No, there's no money back guarantee if you don't see one, or get bitten in half by one. If you want a cast-iron guarantee that you'll see a tiger, visit the Tiger Temple down the road instead. But some don't agree that Buddhist monks should be making money from these animals, ie charging entry to get in, more to pat the things, more for a photo with it, more to stick your head in its mouth, more to re-attach your head to your body, etc. It's deemed too commercial by some that the monks should enjoy such materialistic trappings. (Does that make them Trappist Monks I wonder?) But if you want to see tigers up close, that's the place to go.

The Falls themselves are spectacular. Not in the league of Victoria Falls, but then, what is? What makes Erawan attractive is that they are in seven separate cascading levels, dropping down from around 1000 metres. Most are easily accesible on well-worn paths. Only the top level requires a bit of mountaineering skill. But well worth it, as you would have left all the lard-arses well down below.

Little known fact # 327: speleology is the name given to exploring caves. And there are several en route to the top cascade to poke your head into, the best being Wang Bahdan, Pratat, Rua, and Mee/Mi (which has five chambers to explore).

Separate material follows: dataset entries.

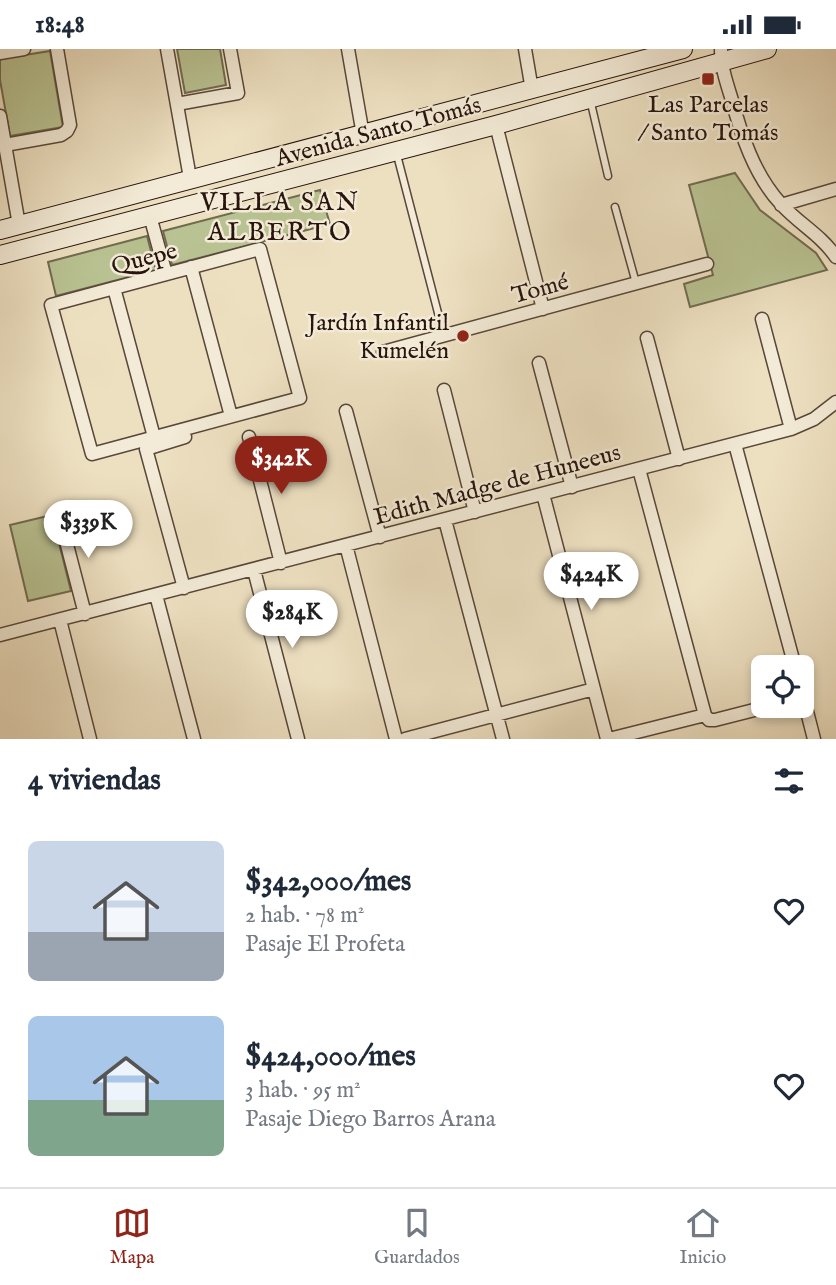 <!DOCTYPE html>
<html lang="es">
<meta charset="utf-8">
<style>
:root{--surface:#fff;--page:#f6f6f7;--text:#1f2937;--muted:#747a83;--line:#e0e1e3;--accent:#8f2418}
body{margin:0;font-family:"IM FELL English",serif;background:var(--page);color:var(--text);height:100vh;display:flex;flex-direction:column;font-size:26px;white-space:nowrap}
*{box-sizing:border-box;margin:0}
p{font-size:23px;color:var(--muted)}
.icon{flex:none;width:38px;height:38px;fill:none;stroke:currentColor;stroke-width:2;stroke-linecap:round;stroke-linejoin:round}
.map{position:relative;height:690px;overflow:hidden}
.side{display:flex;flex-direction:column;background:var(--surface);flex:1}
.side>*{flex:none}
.tools{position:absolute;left:751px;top:606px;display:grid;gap:14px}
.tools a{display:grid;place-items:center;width:63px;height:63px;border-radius:10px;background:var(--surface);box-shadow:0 4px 10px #0003;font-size:35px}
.price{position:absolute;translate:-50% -60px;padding:0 16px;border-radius:24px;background:#fff;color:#222;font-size:23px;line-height:46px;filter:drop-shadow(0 2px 4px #0008)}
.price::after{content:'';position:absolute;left:50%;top:42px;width:21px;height:16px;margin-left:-10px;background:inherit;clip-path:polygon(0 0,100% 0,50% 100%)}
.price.current{background:var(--accent);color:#fff}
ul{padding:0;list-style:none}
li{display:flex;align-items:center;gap:21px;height:175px;padding:0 28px}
li span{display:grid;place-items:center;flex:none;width:196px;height:140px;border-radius:10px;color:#555}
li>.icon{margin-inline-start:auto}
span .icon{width:84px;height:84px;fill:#fffc;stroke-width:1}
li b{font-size:30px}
h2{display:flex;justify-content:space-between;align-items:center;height:84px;padding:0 28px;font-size:30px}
.status{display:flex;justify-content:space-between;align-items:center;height:49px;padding:0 35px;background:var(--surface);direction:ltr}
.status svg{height:19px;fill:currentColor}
.menu{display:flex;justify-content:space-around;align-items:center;height:98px;border-top:2px solid var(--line);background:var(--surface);font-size:19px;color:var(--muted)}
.menu a{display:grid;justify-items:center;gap:4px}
.menu .current{color:var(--accent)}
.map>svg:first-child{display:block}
.green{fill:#b9c292;stroke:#706b50;stroke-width:2}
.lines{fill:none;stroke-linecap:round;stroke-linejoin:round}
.service-casing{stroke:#58473a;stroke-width:9}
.minor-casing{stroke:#58473a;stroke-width:15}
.secondary-casing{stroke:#27140d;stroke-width:20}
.service{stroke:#f3ebd7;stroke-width:6}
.minor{stroke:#f3ebd7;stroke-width:12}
.secondary{stroke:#f3ebd7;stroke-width:18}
.poi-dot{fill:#8f2418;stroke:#f3ebd7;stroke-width:2.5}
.labels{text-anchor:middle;stroke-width:5;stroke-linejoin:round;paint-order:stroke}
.poi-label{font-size:24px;fill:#27140d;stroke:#f3ebd7}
.street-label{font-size:24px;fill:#27140d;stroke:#f3ebd7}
.neighbourhood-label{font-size:26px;letter-spacing:2px;fill:#27140d;stroke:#f3ebd7}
</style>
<div class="status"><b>18:48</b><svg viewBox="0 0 49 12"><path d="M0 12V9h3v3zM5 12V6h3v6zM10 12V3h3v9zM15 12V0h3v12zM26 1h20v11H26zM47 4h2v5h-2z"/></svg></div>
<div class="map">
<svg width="836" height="690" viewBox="0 0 836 690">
<rect width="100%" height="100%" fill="#ede0c1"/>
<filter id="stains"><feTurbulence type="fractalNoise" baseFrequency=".00286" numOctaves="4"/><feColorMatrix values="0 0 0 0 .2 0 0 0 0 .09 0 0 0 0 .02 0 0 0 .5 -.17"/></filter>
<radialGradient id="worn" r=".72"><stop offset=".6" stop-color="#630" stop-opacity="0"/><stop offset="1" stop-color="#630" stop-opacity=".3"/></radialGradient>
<path class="green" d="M177 0H220L226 36 185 44Z
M50 2 63 78 10 87 0 31V10Z
M735 124 760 161 816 204 827 221 690 258 684 235 713 226 689 136Z
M320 141 330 175 172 216 163 182Z
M147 187 156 221 56 247 48 213Z
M52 466 71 542 28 552 10 476Z"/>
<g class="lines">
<defs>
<path id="service" d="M590 50 608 127
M397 106 444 287
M615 158 636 234"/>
<path id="minor" d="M167 0 190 129
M348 0 363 86
M525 0 532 41
M721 0C721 17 726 32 731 48 741 85 754 126 781 155 799 175 820 185 836 208
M0 4 24 0
M177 55 238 44 230 0
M0 67 19 176
M496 76 543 260
M5 96 61 86 67 82 70 76 57 0
M781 156 836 140
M150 167 166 225
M260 200 300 349 92 405 51 256Z
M191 218 231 367
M114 239 154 388
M762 270 791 380
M647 289 679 410
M383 303 707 215
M539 314 572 438
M444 341 475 463
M346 362 380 488
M249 388 281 514
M735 395 795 618
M639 420 705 666
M543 445 607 690
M59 465 85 565
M445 471 503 690
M346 496 396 690
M254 521 298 690
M184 539 146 400 185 388
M156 546 194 690
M60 571 90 690
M0 586 791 380 814 370 836 353
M802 643 814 690
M705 666 709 671H715L774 656
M405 690 594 640
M609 690 705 666"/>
<path id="secondary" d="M0 181 683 0
M0 206 496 76 767 0"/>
</defs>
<use href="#service" class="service-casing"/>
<use href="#minor" class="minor-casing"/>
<use href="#secondary" class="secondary-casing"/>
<use href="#service" class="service"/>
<use href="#minor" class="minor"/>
<use href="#secondary" class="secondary"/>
</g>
<g class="poi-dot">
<rect x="701" y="23" width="14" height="14" rx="3.5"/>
<circle cx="463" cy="287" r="7"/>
</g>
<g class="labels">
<g class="poi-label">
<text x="708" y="63">Las Parcelas<tspan x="708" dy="28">/ Santo Tomás</tspan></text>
<text x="449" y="281" text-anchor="end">Jardín Infantil<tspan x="449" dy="28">Kumelén</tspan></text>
</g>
<g class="street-label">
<text transform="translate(378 82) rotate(-15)" y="8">Avenida Santo Tomás</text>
<text transform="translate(144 209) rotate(-15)" y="8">Quepe</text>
<text transform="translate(540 239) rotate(-15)" y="8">Tomé</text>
<text transform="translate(497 435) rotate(-15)" y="8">Edith Madge de Huneeus</text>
</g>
<g class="neighbourhood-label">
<text x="280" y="161">VILLA SAN<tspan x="280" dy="30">ALBERTO</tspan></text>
</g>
</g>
<rect width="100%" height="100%" filter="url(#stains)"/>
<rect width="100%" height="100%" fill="url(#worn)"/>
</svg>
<div class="tools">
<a><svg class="icon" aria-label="locate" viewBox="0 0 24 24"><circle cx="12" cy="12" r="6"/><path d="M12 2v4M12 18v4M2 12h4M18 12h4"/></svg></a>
</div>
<b class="price current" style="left:281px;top:447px">$342K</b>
<b class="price" style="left:88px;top:511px">$339K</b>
<b class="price" style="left:591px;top:563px">$424K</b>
<b class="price" style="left:292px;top:601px">$284K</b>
</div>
<section class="side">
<h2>4 viviendas<svg class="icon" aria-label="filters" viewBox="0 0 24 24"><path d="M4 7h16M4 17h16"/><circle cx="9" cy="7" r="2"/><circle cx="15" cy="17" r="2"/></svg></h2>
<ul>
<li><span style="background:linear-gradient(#c9d6e8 65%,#9aa5b1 0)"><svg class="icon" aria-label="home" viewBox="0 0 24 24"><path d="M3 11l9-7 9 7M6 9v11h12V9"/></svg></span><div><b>$342,000/mes</b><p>2 hab. · 78 m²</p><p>Pasaje El Profeta</p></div><svg class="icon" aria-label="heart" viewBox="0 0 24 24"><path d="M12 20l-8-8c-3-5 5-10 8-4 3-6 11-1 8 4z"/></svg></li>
<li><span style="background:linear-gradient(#a9c7e8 60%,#7fa58c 0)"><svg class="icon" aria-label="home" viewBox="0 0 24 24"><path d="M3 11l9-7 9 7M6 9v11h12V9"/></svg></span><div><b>$424,000/mes</b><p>3 hab. · 95 m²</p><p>Pasaje Diego Barros Arana</p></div><svg class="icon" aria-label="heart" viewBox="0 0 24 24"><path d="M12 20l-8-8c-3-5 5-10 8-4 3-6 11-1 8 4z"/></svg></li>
</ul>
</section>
<nav class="menu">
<a class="current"><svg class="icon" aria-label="map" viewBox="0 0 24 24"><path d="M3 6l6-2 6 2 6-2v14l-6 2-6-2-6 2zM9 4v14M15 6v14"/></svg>Mapa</a>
<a><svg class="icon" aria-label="saved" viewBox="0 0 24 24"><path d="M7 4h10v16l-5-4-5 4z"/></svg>Guardados</a>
<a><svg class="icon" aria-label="home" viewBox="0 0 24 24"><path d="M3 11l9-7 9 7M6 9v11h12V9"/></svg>Inicio</a>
</nav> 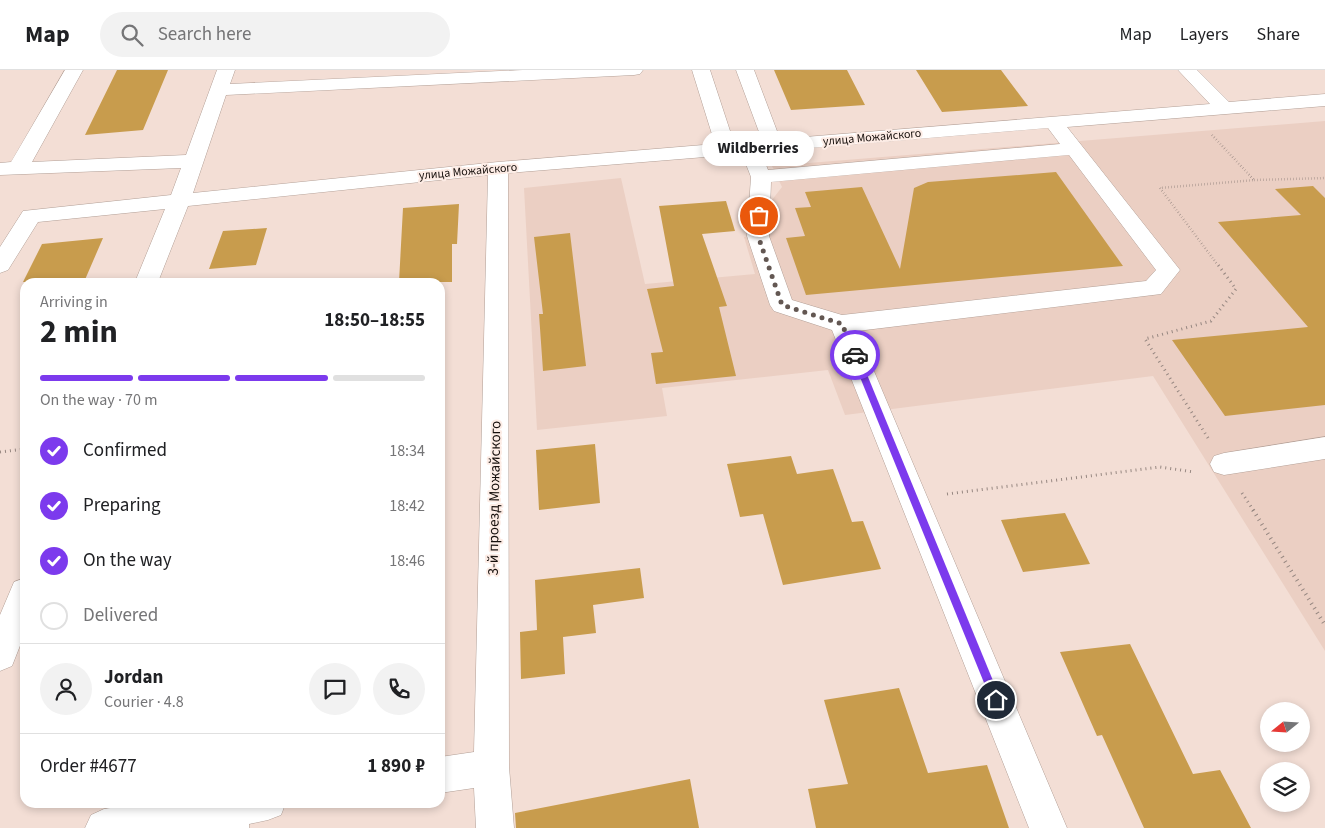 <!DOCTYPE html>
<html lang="en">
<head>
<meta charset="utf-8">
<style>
  :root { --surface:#fff; --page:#f2f2f2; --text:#202124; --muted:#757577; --line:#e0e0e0; --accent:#7c3aed }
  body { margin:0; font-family:"Source Sans 3",sans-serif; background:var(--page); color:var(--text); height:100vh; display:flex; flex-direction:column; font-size:19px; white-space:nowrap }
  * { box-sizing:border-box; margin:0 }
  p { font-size:16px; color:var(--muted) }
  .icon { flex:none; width:28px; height:28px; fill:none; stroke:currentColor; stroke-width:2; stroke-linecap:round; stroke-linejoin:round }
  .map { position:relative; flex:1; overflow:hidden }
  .sheet { position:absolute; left:20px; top:208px; width:425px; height:530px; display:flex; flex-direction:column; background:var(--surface); border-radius:15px; box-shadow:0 2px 8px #0003 }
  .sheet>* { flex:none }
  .needle { width:32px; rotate:252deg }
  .tools { position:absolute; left:1260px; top:632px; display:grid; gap:10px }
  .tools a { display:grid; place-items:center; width:50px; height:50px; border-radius:50%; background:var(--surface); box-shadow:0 2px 8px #0003; font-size:25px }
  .pin { position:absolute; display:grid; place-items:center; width:42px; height:42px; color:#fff; margin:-21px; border:2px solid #fff; border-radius:50%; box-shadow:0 1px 5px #0007 }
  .courier { position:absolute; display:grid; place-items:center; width:50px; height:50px; margin:-25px; border:4px solid #7c3aed; border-radius:50%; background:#fff; color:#222; box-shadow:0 1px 6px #0007 }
  .bubble { position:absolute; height:35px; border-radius:18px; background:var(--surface); box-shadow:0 2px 8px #0003; font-size:16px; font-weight:700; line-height:35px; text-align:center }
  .headline em { font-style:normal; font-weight:700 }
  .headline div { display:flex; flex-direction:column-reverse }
  .headline { display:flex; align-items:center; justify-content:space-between; height:85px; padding:0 20px }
  h1 { font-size:32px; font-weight:700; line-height:38px }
  .bar { display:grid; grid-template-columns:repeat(4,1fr); gap:8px 5px; align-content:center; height:60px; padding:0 20px }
  .bar i { height:6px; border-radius:4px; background:var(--line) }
  .bar .active { background:var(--accent) }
  .bar p { grid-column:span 4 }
  .line { display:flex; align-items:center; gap:12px; padding:0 20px; border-top:1px solid var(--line) }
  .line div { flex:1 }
  .round { display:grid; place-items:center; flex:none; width:52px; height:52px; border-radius:26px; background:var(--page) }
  ol { padding:0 20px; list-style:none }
  li { display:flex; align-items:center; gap:15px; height:55px }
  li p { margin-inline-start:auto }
  li .icon { padding:5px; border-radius:50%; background:var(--accent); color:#fff; stroke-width:4 }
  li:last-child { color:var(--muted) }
  li i { width:28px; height:28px; border:2px solid var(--line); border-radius:50% }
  header { display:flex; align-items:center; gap:30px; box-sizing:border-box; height:70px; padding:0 25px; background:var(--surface); border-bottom:1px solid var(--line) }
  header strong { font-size:24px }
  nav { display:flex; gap:28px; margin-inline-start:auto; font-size:18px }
  .search { width:350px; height:45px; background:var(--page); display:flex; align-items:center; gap:12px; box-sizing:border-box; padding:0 18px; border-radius:28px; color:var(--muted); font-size:19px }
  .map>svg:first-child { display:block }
  .built { fill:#ebcfc3 }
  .building { fill:#c89c4d }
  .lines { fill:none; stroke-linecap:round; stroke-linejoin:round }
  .minor-casing { stroke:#b29f96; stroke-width:1 }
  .path-far2 { stroke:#968781; stroke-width:2.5; stroke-dasharray:0.5 2.5; stroke-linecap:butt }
  .path-far1 { stroke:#968781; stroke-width:3; stroke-dasharray:1 4; stroke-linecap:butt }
  .path { stroke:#968781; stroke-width:4; stroke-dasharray:1 4.5; stroke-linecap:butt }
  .minor { fill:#fff; fill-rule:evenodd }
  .route { fill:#7c3aed }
  .done { stroke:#635752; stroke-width:5; stroke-dasharray:0 9 }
  .labels { text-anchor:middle; stroke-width:4; stroke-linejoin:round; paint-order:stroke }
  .far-street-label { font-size:12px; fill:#160f0c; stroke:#fdece5 }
  .street-label { font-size:15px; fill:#160f0c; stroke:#fdece5 }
</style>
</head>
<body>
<header>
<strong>Map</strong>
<div class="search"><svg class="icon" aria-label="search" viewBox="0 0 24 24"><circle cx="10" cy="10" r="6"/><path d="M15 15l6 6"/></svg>Search here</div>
<nav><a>Map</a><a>Layers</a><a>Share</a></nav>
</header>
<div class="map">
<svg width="1325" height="758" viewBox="0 0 1325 758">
  <rect width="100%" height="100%" fill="#f3ded5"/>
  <path class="built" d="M1325 51V581L1153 306 845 345 828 300 662 318 667 346 537 360 524 118 621 108 645 214 755 204 744 167 769 164 768 135 782 117 772 96Z"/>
  <path class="building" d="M117 0H168L143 60 85 65Z
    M774 0H847L865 35 791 40Z
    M916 0H1001L1028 36 942 42Z
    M1056 102 1123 196 806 225 786 168 805 166 795 138 811 137 805 122 862 117 900 199 914 118 928 112Z
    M1313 116 1325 128V335L1225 346 1172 270 1308 257 1218 152 1301 145 1275 119Z
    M726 131 735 161 702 164 727 236 719 237 736 306 656 314 651 283 663 282 647 219 674 216 659 136Z
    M459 134 457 174H452V212H399L403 138Z
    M267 158 256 195 209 199 223 161Z
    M570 163 586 296 543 301 539 244H543L534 167Z
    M103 168 84 212H23L42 174Z
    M595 374 600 433 539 440 536 380Z
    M791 386 797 404 833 399 852 452 863 451 881 499 783 515 763 444 740 447 727 394Z
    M1065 443 1090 494 1023 502 1001 450Z
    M640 498 644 528 593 535 596 563 563 567 565 604 521 609 520 562 537 560 535 510Z
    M1130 574 1193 704 1220 700 1251 758H1144L1102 665 1097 666 1060 582Z
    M899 618 928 703 987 695 1009 758H816L808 719 848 714 824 630Z
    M690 709 699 758H516L515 743Z"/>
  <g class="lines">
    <g class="minor-casing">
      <path id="minor" d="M65 0H83L32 92 186 85 217 0H235L230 14 523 0H643L640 4 634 5 226 25 193 123 498 92 715 74 692 0H710L734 73 762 70 736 0H754L780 69 1210 34 1178 0H1197L1229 32 1325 24V36L1067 57 1180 200 1161 224 857 261 1067 758H1029L832 260 774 241 770 235 747 166 751 107 742 84 508 103 509 697 514 758H476L474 718 440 723V687L474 682 488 105 188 136 158 212H135L165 139 38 152 8 200 0 203V177L23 141 171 125 181 98 0 105V93L11 92ZM1048 58 1060 74 768 100 761 82ZM1069 85 1156 200 1146 211 842 245 792 230 769 166 771 112Z
        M1325 367V389L1224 405 1214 402 1210 394 1214 386 1224 383Z
        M25 508V563L12 596 0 601V545L14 512Z
        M149 732H286L281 745 268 750 249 754V758H85L91 745 104 739Z"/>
    </g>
    <path class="path-far2" d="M1212 65 1254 110 1160 118 1217 194
      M1254 110 1325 108"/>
    <path class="path-far1" d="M1208 368 1145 269 1211 251 1236 219 1216 192
      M0 382 25 379
      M1242 423 1254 441
      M947 424 1160 397 1194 402"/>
    <path class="path" d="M1253 440 1325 555"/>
    <use href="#minor" class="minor"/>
  </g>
  <path class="route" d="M855 282 859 285 1001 630 996 635 991 630 851 285Z"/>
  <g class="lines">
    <path class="done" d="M759 146 758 166 782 235 842 254 855 285"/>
  </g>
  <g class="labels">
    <g class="far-street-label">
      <text transform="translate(872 67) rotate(-5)" y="4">улица Можайского</text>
      <text transform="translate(468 101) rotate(-5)" y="4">улица Можайского</text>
    </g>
    <g class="street-label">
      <text transform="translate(494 428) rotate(-89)" y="5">3-й проезд Можайского</text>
    </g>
  </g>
</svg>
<div class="tools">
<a><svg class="needle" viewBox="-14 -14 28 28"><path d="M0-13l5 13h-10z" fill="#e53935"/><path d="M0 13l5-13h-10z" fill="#757577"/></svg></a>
<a><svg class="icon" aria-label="layers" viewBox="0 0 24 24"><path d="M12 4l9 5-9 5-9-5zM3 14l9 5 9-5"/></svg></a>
</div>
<div class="pin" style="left:759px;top:146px;background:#ea580c"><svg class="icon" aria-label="bag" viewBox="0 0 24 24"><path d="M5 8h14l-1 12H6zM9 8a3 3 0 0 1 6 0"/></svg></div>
<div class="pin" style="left:996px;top:630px;background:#1f2937"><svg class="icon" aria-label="home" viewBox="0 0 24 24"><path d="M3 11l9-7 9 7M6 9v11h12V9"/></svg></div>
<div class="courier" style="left:855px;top:285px"><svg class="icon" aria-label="car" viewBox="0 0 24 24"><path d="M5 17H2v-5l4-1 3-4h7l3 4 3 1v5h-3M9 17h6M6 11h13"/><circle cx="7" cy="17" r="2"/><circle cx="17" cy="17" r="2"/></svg></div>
<div class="bubble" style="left:702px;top:61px;width:112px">Wildberries</div>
<section class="sheet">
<div class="headline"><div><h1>2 min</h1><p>Arriving in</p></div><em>18:50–18:55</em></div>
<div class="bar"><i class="active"></i><i class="active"></i><i class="active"></i><i></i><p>On the way · 70 m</p></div>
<ol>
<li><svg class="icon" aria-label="check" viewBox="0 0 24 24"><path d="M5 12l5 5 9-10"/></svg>Confirmed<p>18:34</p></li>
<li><svg class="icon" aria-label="check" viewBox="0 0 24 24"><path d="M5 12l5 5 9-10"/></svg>Preparing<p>18:42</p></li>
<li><svg class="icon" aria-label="check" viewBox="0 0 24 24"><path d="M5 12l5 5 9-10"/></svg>On the way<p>18:46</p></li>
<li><i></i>Delivered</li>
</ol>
<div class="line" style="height:90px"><a class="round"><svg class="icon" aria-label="person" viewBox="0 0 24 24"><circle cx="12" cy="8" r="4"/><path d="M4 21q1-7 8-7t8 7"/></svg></a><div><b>Jordan</b><p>Courier · 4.8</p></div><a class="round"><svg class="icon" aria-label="chat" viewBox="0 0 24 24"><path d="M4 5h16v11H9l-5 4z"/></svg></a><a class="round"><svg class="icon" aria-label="phone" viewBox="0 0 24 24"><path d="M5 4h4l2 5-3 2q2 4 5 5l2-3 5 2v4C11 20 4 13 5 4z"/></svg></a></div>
<div class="line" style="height:65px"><div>Order #4677</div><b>1 890 ₽</b></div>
</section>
</div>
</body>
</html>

Bring your swimmers. The water is beautifully clear and bracing. Aah, bloody magic! And, you'll get a free fish spa in the process ... the little suckers will latch onto any available bit of skin you put under water. A few parts creepy, a few parts weird, and -- yes, I'll openly admit -- one part erotic. No wonder fish spas have become so popular!

Between all of these activities, it's easily enough for a most enjoyable full day's trip. So don't cut your time in Kanchanaburi short -- there's hundreds if not thousands of years of history waiting here for you.